--- SUPPLIED MATERIAL ---

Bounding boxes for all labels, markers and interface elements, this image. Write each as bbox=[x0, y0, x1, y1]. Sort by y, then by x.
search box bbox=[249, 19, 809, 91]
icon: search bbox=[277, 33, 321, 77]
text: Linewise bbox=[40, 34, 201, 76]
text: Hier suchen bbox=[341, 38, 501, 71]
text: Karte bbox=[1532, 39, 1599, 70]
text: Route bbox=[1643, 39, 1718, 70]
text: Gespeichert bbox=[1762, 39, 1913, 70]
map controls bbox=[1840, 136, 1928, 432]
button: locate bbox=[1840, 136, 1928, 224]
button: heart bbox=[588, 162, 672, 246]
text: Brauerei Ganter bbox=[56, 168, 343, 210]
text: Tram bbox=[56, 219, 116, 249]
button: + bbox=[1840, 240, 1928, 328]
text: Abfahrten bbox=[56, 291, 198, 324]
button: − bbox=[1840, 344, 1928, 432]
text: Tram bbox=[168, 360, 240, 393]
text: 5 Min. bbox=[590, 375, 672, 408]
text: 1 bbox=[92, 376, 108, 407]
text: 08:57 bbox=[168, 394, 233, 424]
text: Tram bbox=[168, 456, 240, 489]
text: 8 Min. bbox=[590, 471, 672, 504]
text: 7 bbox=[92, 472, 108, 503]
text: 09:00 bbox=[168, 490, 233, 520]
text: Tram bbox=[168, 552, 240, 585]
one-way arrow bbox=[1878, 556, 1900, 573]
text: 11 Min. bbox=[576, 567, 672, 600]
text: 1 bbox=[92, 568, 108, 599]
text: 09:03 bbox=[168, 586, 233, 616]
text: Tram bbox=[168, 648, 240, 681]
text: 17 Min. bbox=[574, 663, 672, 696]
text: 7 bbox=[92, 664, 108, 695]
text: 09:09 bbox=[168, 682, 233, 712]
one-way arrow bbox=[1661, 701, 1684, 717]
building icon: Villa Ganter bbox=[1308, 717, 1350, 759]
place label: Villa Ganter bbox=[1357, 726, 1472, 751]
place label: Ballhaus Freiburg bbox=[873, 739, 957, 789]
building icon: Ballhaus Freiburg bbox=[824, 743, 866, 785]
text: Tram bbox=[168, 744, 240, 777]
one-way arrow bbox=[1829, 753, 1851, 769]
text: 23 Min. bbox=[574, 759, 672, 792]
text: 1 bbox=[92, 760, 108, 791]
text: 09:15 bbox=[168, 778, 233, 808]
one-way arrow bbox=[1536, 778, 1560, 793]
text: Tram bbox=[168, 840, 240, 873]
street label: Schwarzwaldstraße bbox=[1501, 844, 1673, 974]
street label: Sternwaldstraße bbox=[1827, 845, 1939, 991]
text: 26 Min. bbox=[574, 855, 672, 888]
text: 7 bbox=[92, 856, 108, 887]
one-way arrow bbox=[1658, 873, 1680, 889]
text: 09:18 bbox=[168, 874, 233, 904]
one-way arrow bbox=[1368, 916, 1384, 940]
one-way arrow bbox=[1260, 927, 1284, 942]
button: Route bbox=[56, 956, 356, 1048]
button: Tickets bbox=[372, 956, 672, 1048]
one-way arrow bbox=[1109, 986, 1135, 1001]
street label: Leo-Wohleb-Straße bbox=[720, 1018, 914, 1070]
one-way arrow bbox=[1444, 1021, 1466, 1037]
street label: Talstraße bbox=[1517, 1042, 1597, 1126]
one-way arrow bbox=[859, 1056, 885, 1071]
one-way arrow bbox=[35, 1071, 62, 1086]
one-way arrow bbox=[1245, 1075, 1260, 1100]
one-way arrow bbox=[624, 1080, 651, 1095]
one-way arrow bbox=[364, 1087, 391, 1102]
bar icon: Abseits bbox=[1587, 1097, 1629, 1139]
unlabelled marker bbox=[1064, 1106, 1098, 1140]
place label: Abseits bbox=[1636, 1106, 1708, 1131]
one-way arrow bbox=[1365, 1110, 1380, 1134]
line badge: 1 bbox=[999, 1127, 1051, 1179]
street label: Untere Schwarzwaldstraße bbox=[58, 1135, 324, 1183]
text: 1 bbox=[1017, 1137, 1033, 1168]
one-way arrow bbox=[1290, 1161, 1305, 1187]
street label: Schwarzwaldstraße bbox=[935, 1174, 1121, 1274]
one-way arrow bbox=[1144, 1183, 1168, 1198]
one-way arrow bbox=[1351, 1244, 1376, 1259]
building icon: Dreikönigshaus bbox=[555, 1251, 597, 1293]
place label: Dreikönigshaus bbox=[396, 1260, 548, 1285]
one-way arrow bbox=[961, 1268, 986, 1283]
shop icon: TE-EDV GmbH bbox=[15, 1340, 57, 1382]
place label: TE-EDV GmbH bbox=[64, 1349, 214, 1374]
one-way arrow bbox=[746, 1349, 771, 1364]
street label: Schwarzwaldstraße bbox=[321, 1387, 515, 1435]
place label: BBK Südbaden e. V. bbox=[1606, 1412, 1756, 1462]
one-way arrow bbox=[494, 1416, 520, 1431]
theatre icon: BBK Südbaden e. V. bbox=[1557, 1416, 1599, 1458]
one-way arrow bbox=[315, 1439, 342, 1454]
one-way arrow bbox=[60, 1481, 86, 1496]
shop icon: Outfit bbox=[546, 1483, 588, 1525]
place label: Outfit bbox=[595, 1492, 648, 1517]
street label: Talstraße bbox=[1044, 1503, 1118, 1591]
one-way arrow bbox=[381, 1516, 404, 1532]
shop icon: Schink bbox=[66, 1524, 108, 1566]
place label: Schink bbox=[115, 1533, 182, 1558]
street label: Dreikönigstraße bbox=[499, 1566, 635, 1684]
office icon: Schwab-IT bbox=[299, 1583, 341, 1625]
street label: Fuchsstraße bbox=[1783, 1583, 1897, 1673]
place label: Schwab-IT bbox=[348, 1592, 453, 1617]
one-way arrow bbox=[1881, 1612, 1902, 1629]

---

• _TASK_
The records above are to be output in full and without error.

• _SOLUTION_
Bounding boxes for all labels, markers and interface elements, this image. Write each as bbox=[x0, y0, x1, y1]. Sort by y, then by x.
search box bbox=[249, 19, 809, 91]
icon: search bbox=[277, 33, 321, 77]
text: Linewise bbox=[40, 34, 201, 76]
text: Hier suchen bbox=[341, 38, 501, 71]
text: Karte bbox=[1532, 39, 1599, 70]
text: Route bbox=[1643, 39, 1718, 70]
text: Gespeichert bbox=[1762, 39, 1913, 70]
map controls bbox=[1840, 136, 1928, 432]
button: locate bbox=[1840, 136, 1928, 224]
button: heart bbox=[588, 162, 672, 246]
text: Brauerei Ganter bbox=[56, 168, 343, 210]
text: Tram bbox=[56, 219, 116, 249]
button: + bbox=[1840, 240, 1928, 328]
text: Abfahrten bbox=[56, 291, 198, 324]
button: − bbox=[1840, 344, 1928, 432]
text: Tram bbox=[168, 360, 240, 393]
text: 5 Min. bbox=[590, 375, 672, 408]
text: 1 bbox=[92, 376, 108, 407]
text: 08:57 bbox=[168, 394, 233, 424]
text: Tram bbox=[168, 456, 240, 489]
text: 8 Min. bbox=[590, 471, 672, 504]
text: 7 bbox=[92, 472, 108, 503]
text: 09:00 bbox=[168, 490, 233, 520]
text: Tram bbox=[168, 552, 240, 585]
one-way arrow bbox=[1878, 556, 1900, 573]
text: 11 Min. bbox=[576, 567, 672, 600]
text: 1 bbox=[92, 568, 108, 599]
text: 09:03 bbox=[168, 586, 233, 616]
text: Tram bbox=[168, 648, 240, 681]
text: 17 Min. bbox=[574, 663, 672, 696]
text: 7 bbox=[92, 664, 108, 695]
text: 09:09 bbox=[168, 682, 233, 712]
one-way arrow bbox=[1661, 701, 1684, 717]
building icon: Villa Ganter bbox=[1308, 717, 1350, 759]
place label: Villa Ganter bbox=[1357, 726, 1472, 751]
place label: Ballhaus Freiburg bbox=[873, 739, 957, 789]
building icon: Ballhaus Freiburg bbox=[824, 743, 866, 785]
text: Tram bbox=[168, 744, 240, 777]
one-way arrow bbox=[1829, 753, 1851, 769]
text: 23 Min. bbox=[574, 759, 672, 792]
text: 1 bbox=[92, 760, 108, 791]
text: 09:15 bbox=[168, 778, 233, 808]
one-way arrow bbox=[1536, 778, 1560, 793]
text: Tram bbox=[168, 840, 240, 873]
street label: Schwarzwaldstraße bbox=[1501, 844, 1673, 974]
street label: Sternwaldstraße bbox=[1827, 845, 1939, 991]
text: 26 Min. bbox=[574, 855, 672, 888]
text: 7 bbox=[92, 856, 108, 887]
one-way arrow bbox=[1658, 873, 1680, 889]
text: 09:18 bbox=[168, 874, 233, 904]
one-way arrow bbox=[1368, 916, 1384, 940]
one-way arrow bbox=[1260, 927, 1284, 942]
button: Route bbox=[56, 956, 356, 1048]
button: Tickets bbox=[372, 956, 672, 1048]
one-way arrow bbox=[1109, 986, 1135, 1001]
street label: Leo-Wohleb-Straße bbox=[720, 1018, 914, 1070]
one-way arrow bbox=[1444, 1021, 1466, 1037]
street label: Talstraße bbox=[1517, 1042, 1597, 1126]
one-way arrow bbox=[859, 1056, 885, 1071]
one-way arrow bbox=[35, 1071, 62, 1086]
one-way arrow bbox=[1245, 1075, 1260, 1100]
one-way arrow bbox=[624, 1080, 651, 1095]
one-way arrow bbox=[364, 1087, 391, 1102]
bar icon: Abseits bbox=[1587, 1097, 1629, 1139]
unlabelled marker bbox=[1064, 1106, 1098, 1140]
place label: Abseits bbox=[1636, 1106, 1708, 1131]
one-way arrow bbox=[1365, 1110, 1380, 1134]
line badge: 1 bbox=[999, 1127, 1051, 1179]
street label: Untere Schwarzwaldstraße bbox=[58, 1135, 324, 1183]
text: 1 bbox=[1017, 1137, 1033, 1168]
one-way arrow bbox=[1290, 1161, 1305, 1187]
street label: Schwarzwaldstraße bbox=[935, 1174, 1121, 1274]
one-way arrow bbox=[1144, 1183, 1168, 1198]
one-way arrow bbox=[1351, 1244, 1376, 1259]
building icon: Dreikönigshaus bbox=[555, 1251, 597, 1293]
place label: Dreikönigshaus bbox=[396, 1260, 548, 1285]
one-way arrow bbox=[961, 1268, 986, 1283]
shop icon: TE-EDV GmbH bbox=[15, 1340, 57, 1382]
place label: TE-EDV GmbH bbox=[64, 1349, 214, 1374]
one-way arrow bbox=[746, 1349, 771, 1364]
street label: Schwarzwaldstraße bbox=[321, 1387, 515, 1435]
place label: BBK Südbaden e. V. bbox=[1606, 1412, 1756, 1462]
one-way arrow bbox=[494, 1416, 520, 1431]
theatre icon: BBK Südbaden e. V. bbox=[1557, 1416, 1599, 1458]
one-way arrow bbox=[315, 1439, 342, 1454]
one-way arrow bbox=[60, 1481, 86, 1496]
shop icon: Outfit bbox=[546, 1483, 588, 1525]
place label: Outfit bbox=[595, 1492, 648, 1517]
street label: Talstraße bbox=[1044, 1503, 1118, 1591]
one-way arrow bbox=[381, 1516, 404, 1532]
shop icon: Schink bbox=[66, 1524, 108, 1566]
place label: Schink bbox=[115, 1533, 182, 1558]
street label: Dreikönigstraße bbox=[499, 1566, 635, 1684]
office icon: Schwab-IT bbox=[299, 1583, 341, 1625]
street label: Fuchsstraße bbox=[1783, 1583, 1897, 1673]
place label: Schwab-IT bbox=[348, 1592, 453, 1617]
one-way arrow bbox=[1881, 1612, 1902, 1629]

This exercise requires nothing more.